Overall, findings in this study show a positive relation between patients’ attitude towards e-health and e-health usage intensity. This may suggest that improving patients’ attitude may be profitable in order to promote efficient e-health use. Previous research showed it is possible to influence attitudes toward e-health (Ebert et al., 2015; Mitchell & Gordon, 2007) . Positive effects of a short intervention to improve acceptance of e-health for patient with depressive symptoms were reported. After displaying a video with an expert and patient providing information about internet based therapy, e-health acceptance rates increased (Ebert et al., 2015) .
This study has several methodological limitations. First, due to the small sample size, the power of the study is limited and results should be interpreted with caution. Second, the sample was relatively low educated. Though it is not yet clear which mediating factors are of significant importance, education level may affect e-health usage and the ability to benefit from it. Third, it is not clear if in blended treatment, WAI recordings are applicable in the context of an e-health program. It may be primary related to the face-to-face treatment. Jasper et al. (2014) noted differences in credibility of different aspect of the therapeutic relationship between face-to-face treatment and e-health. For the fist, “bond” seems to be more important and for the latter “tasks” seem to be prominent. Finally, the therapists in our study were practically consentient in their attitude, so possible effects were difficult to detect. The therapists in this study had positive attitudes towards e-health in comparison with a general group of therapists (Aerts & van Dam, 2015) . Therefore, findings in this study are established in a treatment climate with therapists whom were positive about blended e-health. To explore effects of therapists’ attitude, a more diverse therapist sample should be included.
Taken together, some recommendations towards future research arise from this study. Firstly, for a better understanding of the contribution of therapists’ attitudes, the relationship between therapists’ attitude and therapists’ attention for e-health should be investigated.

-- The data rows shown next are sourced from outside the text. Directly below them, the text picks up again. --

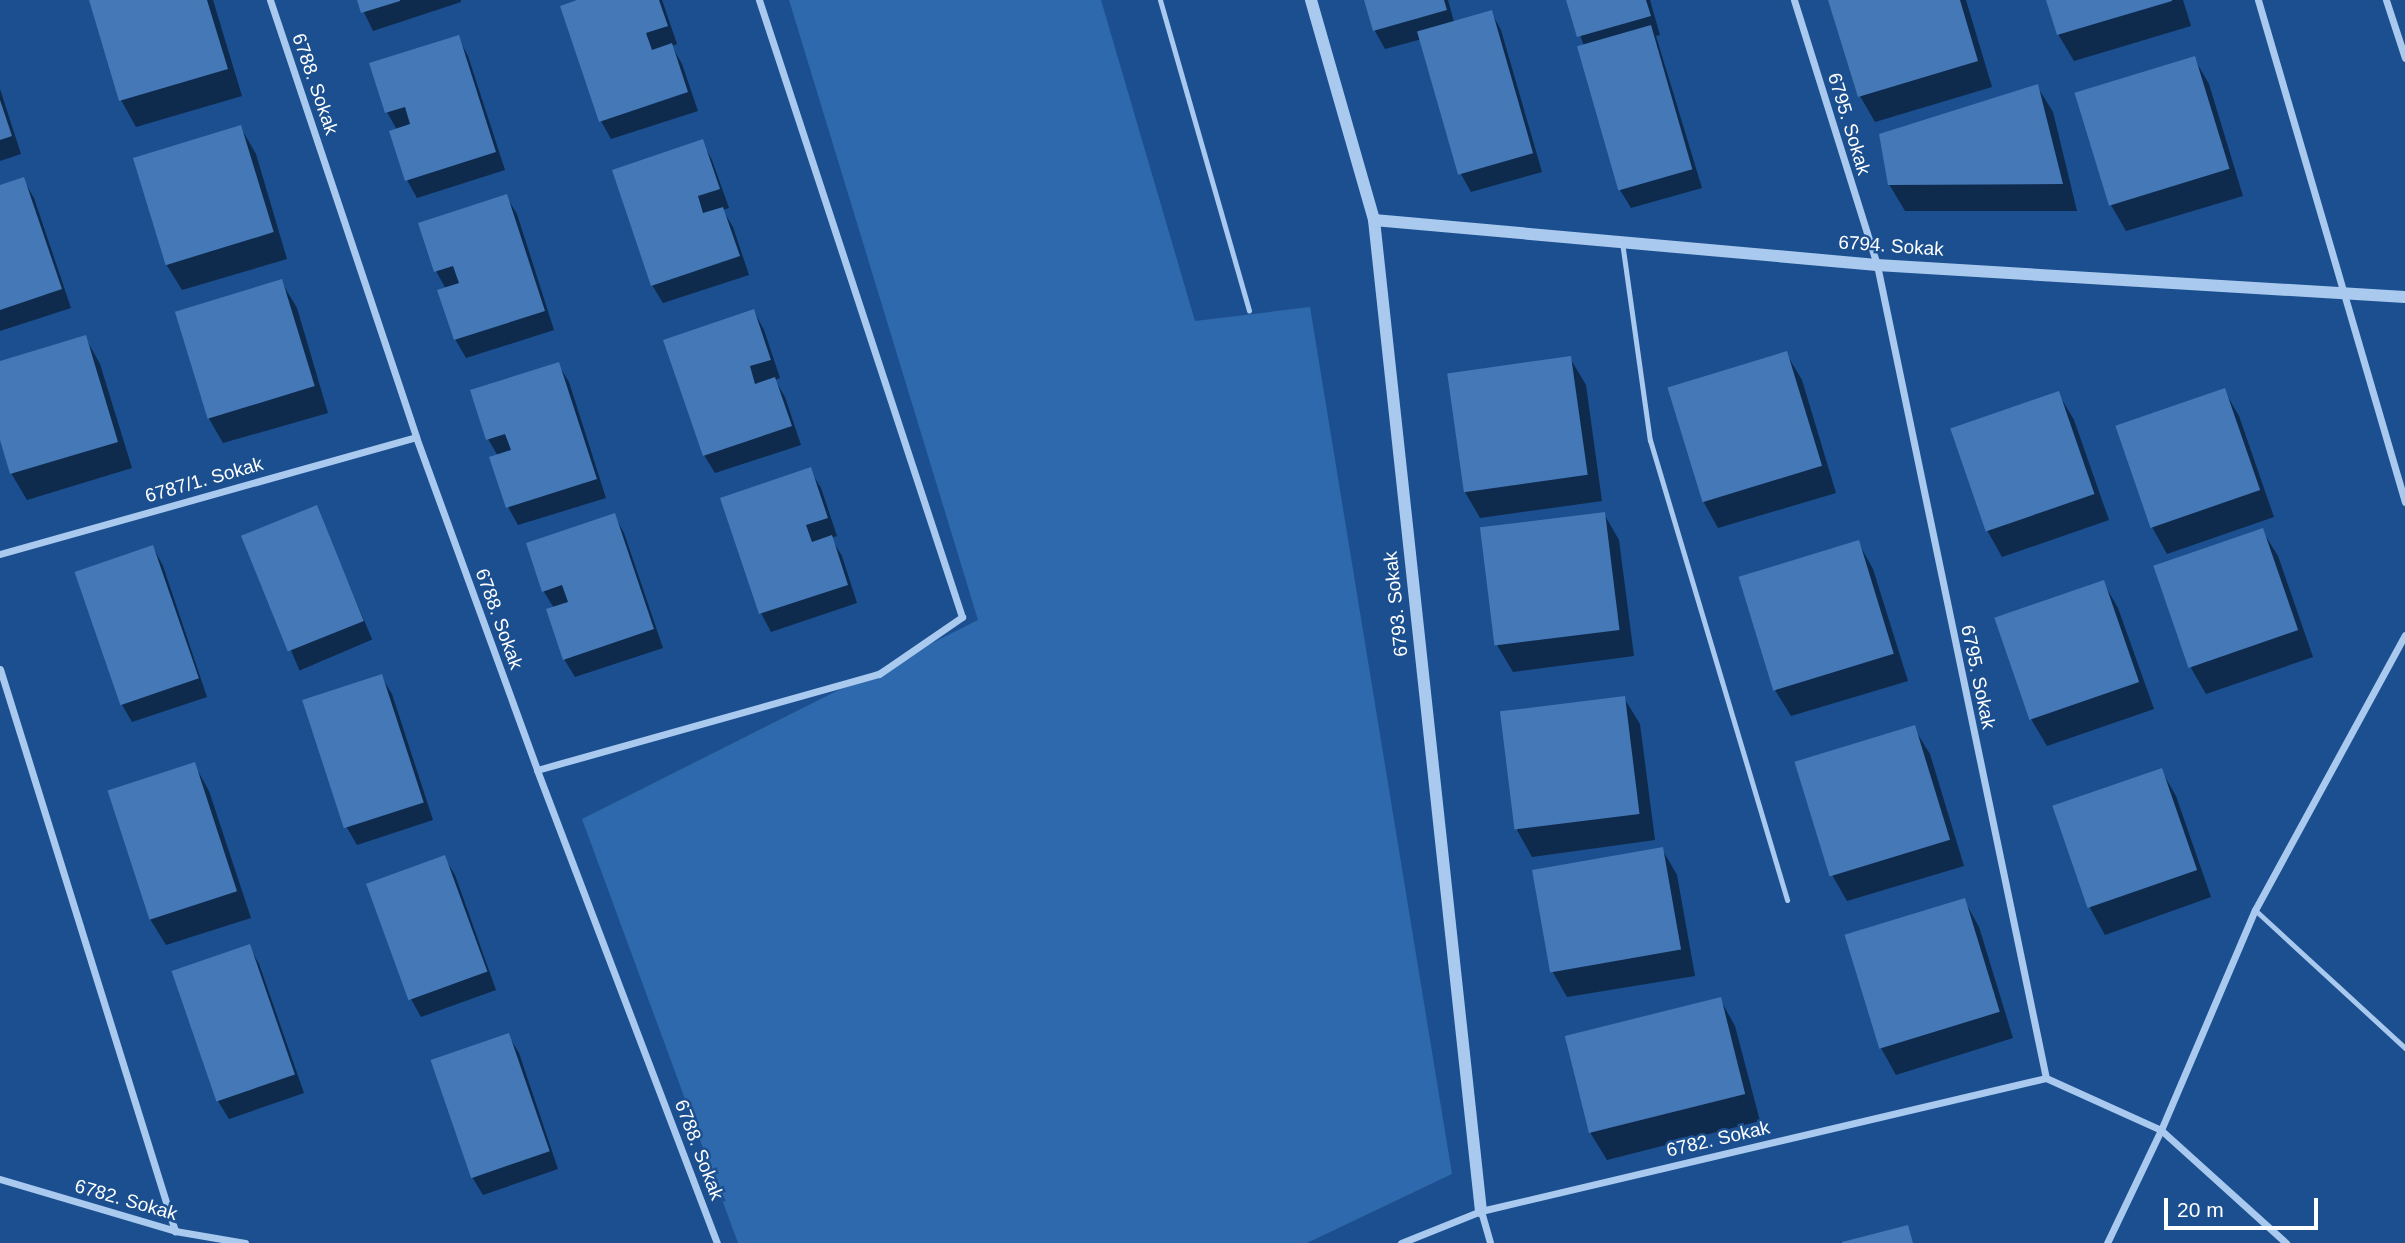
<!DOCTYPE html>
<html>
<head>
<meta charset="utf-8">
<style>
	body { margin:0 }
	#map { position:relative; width:2405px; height:1243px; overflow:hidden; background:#1b4f8f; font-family:Helvetica,sans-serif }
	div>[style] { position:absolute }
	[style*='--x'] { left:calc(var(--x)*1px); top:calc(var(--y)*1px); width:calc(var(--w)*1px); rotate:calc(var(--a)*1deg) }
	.green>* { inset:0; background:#2e69ad }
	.shadow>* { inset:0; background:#0007; transform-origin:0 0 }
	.building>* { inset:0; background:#4478b7; transform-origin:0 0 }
	.service>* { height:5px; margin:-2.5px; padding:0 2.5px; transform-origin:2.5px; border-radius:2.5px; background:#a9c9ee }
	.minor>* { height:7px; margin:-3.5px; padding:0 3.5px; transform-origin:3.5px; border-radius:3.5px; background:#a9c9ee }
	.tertiary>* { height:12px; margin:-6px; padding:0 6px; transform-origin:6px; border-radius:6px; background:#a9c9ee }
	span { translate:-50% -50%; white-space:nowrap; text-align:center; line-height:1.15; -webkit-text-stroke:5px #1b4f8f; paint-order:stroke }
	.street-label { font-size:19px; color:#fff }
	.scale { position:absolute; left:2164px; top:1198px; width:154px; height:32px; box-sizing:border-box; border:4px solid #fff; border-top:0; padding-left:9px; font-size:21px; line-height:24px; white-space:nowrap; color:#fff; -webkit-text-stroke:5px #1b4f8f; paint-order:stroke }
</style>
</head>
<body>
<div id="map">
	<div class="green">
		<i style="clip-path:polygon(789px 0,1101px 0,1195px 321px,1310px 307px,1452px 1174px,1307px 1243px,738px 1243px,582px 819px,978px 620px)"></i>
	</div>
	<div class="shadow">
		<i style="clip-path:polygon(91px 0,213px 0,242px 96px,136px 127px,121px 100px)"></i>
		<i style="clip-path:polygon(358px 0,461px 0,461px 2px,373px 31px)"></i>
		<i style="clip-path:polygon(583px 0,662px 0,677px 44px,672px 46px,682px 64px,698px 111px,611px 139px,601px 121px)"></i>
		<i style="clip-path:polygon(1366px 0,1448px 0,1454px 22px,1491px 12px,1501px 30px,1542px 172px,1471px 192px,1461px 174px,1422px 39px,1385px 49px,1375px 31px)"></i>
		<i style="clip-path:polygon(1568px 0,1650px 0,1660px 35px,1656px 36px,1702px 188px,1631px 208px,1620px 190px,1579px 47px,1584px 46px)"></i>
		<i style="clip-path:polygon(1830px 0,1966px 0,1992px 87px,1875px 122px,1860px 96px)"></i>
		<i style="clip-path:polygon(2048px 0,2183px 0,2191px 26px,2074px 61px,2058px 34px)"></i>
		<i style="clip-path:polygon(458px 37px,468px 56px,505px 170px,417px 198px,407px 180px,397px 130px,387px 112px)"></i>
		<i style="clip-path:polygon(2194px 58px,2209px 84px,2243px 196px,2126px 231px,2111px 205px,2076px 93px)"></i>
		<i style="clip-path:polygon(2037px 86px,2053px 112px,2077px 211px,1905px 211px,1889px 184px)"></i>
		<i style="clip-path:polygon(0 89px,21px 154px,0 161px)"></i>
		<i style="clip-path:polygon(241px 128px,256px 154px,287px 259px,182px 290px,166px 264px,136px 159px)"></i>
		<i style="clip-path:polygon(702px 141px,712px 160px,729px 208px,723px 210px,733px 227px,749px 275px,663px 303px,652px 285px)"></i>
		<i style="clip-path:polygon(23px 179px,34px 198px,71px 308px,0 331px,0 187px)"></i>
		<i style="clip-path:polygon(506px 196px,517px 214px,554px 330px,466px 358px,455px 339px,446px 289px,436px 271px)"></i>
		<i style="clip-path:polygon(281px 281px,297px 308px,328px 413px,223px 443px,208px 417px)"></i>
		<i style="clip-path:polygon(754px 311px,764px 330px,780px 378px,775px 380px,785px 397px,801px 445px,715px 473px,704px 455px)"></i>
		<i style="clip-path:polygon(85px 337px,100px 364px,132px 468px,27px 500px,11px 473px,0 434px,0 362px)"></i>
		<i style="clip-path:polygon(1786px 353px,1802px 380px,1836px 493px,1718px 528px,1703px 501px)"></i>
		<i style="clip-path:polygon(1570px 358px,1586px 385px,1602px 501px,1480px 518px,1465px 492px)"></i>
		<i style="clip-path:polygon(558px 364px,569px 382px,606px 498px,518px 525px,508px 507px,498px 456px,488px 439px)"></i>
		<i style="clip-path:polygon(2224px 390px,2239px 416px,2274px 517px,2167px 554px,2152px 527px,2117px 427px)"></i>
		<i style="clip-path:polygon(2058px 393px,2074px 420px,2109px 520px,2002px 557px,1987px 530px)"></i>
		<i style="clip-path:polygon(810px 470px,821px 488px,837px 536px,831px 538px,842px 556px,857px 603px,771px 632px,761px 613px)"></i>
		<i style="left:316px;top:507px;width:144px;height:79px;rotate:67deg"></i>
		<i style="clip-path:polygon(1604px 514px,1619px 540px,1634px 656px,1513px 672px,1497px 645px)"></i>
		<i style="clip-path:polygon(614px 515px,624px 533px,663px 648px,575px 677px,564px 659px,554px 608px,544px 592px,528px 544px)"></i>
		<i style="clip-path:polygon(2262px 530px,2278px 556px,2313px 657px,2206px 694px,2191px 668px)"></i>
		<i style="clip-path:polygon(1858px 542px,1873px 569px,1908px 681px,1791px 716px,1775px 690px)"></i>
		<i style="clip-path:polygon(153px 547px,163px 566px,207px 697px,132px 722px,121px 703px,77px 572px)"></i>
		<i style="clip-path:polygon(2103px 582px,2118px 608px,2154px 709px,2047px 746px,2031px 719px)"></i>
		<i style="clip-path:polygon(381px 676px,392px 694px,433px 820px,357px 845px,346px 826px)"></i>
		<i style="clip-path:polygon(1624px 698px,1640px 724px,1655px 840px,1532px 857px,1517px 830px)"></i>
		<i style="clip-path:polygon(1914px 728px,1930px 754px,1964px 866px,1847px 901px,1832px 875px)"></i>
		<i style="clip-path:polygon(194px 764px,209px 791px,251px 918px,166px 945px,150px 919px)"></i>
		<i style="clip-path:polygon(2161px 770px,2176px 796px,2211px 897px,2105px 935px,2090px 908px)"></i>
		<i style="clip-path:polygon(1662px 849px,1677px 875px,1695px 976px,1567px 997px,1552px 971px)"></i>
		<i style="clip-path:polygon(444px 857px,455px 875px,496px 990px,421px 1017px,411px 999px,369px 884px)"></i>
		<i style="clip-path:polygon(1964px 900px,1979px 927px,2013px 1038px,1896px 1075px,1881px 1048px)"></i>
		<i style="clip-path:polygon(249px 946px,259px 964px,304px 1093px,229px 1119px,218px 1101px)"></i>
		<i style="clip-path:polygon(1720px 999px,1735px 1026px,1760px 1121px,1607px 1160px,1591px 1134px,1567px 1039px)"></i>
		<i style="clip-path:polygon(508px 1035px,519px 1053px,558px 1169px,483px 1195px,472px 1177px)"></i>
	</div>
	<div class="building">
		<i style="clip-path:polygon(89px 0,207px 0,228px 69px,119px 101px)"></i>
		<i style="clip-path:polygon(357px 0,400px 0,400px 1px,361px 13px)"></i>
		<i style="clip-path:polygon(577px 0,659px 0,668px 26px,646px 33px,652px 50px,672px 43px,688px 92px,599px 122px,560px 6px)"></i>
		<i style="clip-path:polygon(1364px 0,1444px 0,1447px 10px,1373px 31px)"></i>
		<i style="clip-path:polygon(1566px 0,1646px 0,1651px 16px,1577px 37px)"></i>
		<i style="clip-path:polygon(1828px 0,1960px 0,1978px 61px,1858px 97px)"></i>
		<i style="clip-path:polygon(2046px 0,2172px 0,2172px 1px,2057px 35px)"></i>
		<i style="left:1492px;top:10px;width:149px;height:78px;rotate:74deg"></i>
		<i style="left:1651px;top:25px;width:150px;height:77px;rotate:74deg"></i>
		<i style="clip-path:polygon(459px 35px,496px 152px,405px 181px,389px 131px,410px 124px,405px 107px,385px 113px,369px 63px)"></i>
		<i style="left:2195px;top:56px;width:118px;height:126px;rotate:73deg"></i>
		<i style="clip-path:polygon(2038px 84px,2063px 184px,1888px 185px,1879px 134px)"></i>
		<i style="clip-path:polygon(0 100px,12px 136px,0 140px)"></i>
		<i style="left:241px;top:125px;width:112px;height:113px;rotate:73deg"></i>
		<i style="clip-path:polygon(703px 139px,720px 189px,698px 196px,703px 213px,723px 207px,740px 256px,651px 286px,612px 170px)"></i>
		<i style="clip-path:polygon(24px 177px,62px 289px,0 310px,0 185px)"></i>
		<i style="clip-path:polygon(507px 194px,545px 311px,454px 340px,437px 290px,459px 283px,453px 266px,434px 272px,418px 223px)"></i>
		<i style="left:282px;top:279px;width:112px;height:112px;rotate:73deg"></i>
		<i style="clip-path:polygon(754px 309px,771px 360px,750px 366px,755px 384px,775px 377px,792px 426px,703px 456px,663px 340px)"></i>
		<i style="clip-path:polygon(86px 335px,118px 442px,10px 474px,0 440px,0 361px)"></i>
		<i style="left:1787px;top:351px;width:120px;height:125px;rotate:73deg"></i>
		<i style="left:1571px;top:356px;width:120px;height:125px;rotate:82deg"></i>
		<i style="clip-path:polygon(559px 362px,597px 479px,506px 508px,489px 457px,511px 450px,505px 434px,486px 440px,470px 390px)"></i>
		<i style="left:2225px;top:388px;width:108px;height:116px;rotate:71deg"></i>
		<i style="left:2059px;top:391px;width:109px;height:115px;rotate:71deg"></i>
		<i style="clip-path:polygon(811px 467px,828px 518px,806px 525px,812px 542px,832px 535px,848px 585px,759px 614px,720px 498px)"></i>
		<i style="left:317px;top:505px;width:125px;height:82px;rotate:68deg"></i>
		<i style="left:1605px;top:512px;width:119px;height:126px;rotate:83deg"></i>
		<i style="clip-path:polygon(615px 513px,654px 629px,563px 660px,546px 609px,568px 602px,562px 585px,542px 592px,526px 543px)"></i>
		<i style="left:2263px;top:528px;width:108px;height:116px;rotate:71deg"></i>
		<i style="left:1859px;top:540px;width:119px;height:126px;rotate:73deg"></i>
		<i style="left:153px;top:545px;width:141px;height:83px;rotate:71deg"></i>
		<i style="left:2104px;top:580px;width:108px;height:116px;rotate:71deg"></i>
		<i style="left:382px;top:674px;width:135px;height:84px;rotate:72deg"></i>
		<i style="left:1625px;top:696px;width:119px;height:126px;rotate:83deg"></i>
		<i style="left:1915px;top:725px;width:120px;height:126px;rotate:73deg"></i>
		<i style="left:195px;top:762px;width:136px;height:92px;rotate:72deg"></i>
		<i style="left:2162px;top:768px;width:108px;height:116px;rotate:71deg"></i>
		<i style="left:1663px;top:847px;width:104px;height:133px;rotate:80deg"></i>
		<i style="left:445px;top:855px;width:124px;height:84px;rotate:70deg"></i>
		<i style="left:1965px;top:898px;width:119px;height:126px;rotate:73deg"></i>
		<i style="left:250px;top:944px;width:138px;height:83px;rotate:71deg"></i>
		<i style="left:1721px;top:997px;width:100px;height:161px;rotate:76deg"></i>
		<i style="left:509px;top:1033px;width:125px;height:83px;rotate:71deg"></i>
		<i style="clip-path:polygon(1908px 1225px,1913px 1243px,1842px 1243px,1842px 1242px)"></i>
	</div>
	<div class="service">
		<i style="--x:1160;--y:0;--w:323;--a:74"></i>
		<i style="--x:1622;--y:242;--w:200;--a:82"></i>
		<i style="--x:1650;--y:440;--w:480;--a:73.4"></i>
		<i style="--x:2255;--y:910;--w:204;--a:42.6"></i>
	</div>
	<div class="minor">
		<i style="--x:270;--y:0;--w:461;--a:71.5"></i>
		<i style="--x:416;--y:437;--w:354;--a:70"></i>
		<i style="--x:537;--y:770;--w:506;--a:69.17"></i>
		<i style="--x:1794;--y:0;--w:278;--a:72.6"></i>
		<i style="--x:1877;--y:265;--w:830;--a:78.26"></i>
		<i style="--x:2046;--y:1078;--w:126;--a:24.3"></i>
		<i style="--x:2161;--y:1130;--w:169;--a:42.1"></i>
		<i style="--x:2258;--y:0;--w:523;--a:73.68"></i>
		<i style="--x:2386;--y:0;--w:61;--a:71.9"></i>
		<i style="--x:0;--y:554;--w:432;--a:-15.7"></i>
		<i style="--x:0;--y:669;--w:589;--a:72.7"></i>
		<i style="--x:537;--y:770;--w:355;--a:-15.7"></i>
		<i style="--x:879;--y:674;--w:101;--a:-34.5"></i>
		<i style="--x:962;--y:617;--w:650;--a:-108.21"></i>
		<i style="--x:0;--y:1179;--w:183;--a:16.5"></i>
		<i style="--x:175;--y:1231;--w:71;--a:9.7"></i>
		<i style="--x:1481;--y:1211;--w:33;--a:74"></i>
		<i style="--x:1401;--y:1243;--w:86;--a:-21.8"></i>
		<i style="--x:1481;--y:1211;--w:580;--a:-13.25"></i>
		<i style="--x:2107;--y:1243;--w:125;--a:-64.5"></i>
		<i style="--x:2161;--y:1130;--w:239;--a:-66.9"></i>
		<i style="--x:2255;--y:910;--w:313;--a:-61.4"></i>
	</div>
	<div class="tertiary">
		<i style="--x:1311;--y:0;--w:229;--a:74"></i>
		<i style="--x:1374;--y:220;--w:997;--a:83.84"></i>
		<i style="--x:1374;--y:220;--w:505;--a:5.11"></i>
		<i style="--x:1877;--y:265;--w:529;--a:3.47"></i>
	</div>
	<div class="street-label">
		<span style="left:315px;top:84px;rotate:71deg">6788. Sokak</span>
		<span style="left:1849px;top:124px;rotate:73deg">6795. Sokak</span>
		<span style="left:1891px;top:246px;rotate:4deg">6794. Sokak</span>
		<span style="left:204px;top:480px;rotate:-16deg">6787/1. Sokak</span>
		<span style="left:1396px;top:604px;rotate:-96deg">6793. Sokak</span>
		<span style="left:499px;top:619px;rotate:70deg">6788. Sokak</span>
		<span style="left:1978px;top:677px;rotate:78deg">6795. Sokak</span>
		<span style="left:1718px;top:1139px;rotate:-13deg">6782. Sokak</span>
		<span style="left:699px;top:1150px;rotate:69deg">6788. Sokak</span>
		<span style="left:126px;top:1200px;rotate:16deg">6782. Sokak</span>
	</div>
	<div class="scale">20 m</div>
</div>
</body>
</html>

As an additive on attitude and self-rated usage, it may be interesting to use log-data of therapists’ e-health usage and rate face-to-face contacts on e-health attention and possible negative signals about e-health. Also, in order to get a comprehensive view on the contribution of the therapist’s attitude, a more diverse therapist group should be included.
This study on e-health usage intensity provides some insight in the correlation between e-health attitudes and patients’ e-health usage. It has identified patients’ e-health attitude as a factor related to e-health usage intensity, when applied by therapists with positive attitudes on e-health applications. Hence, we suggest keeping therapists’ attitudes in mind when implementing e-health, in order to enable patients to get access to qualitative e-health treatment and effective support by using it. Also, patients with more severe symptoms may need extra attention in order to promote adherence. Since adherence is important in efficient e-health application, further work needs to be done to invest if improving patient’s attitude before start of treatment is a good option in enhancing adherence. This may be credible, especially in patients with severe disorders. Therefore implementing and evaluating interventions on attitude could be the next step in improving e-health applications.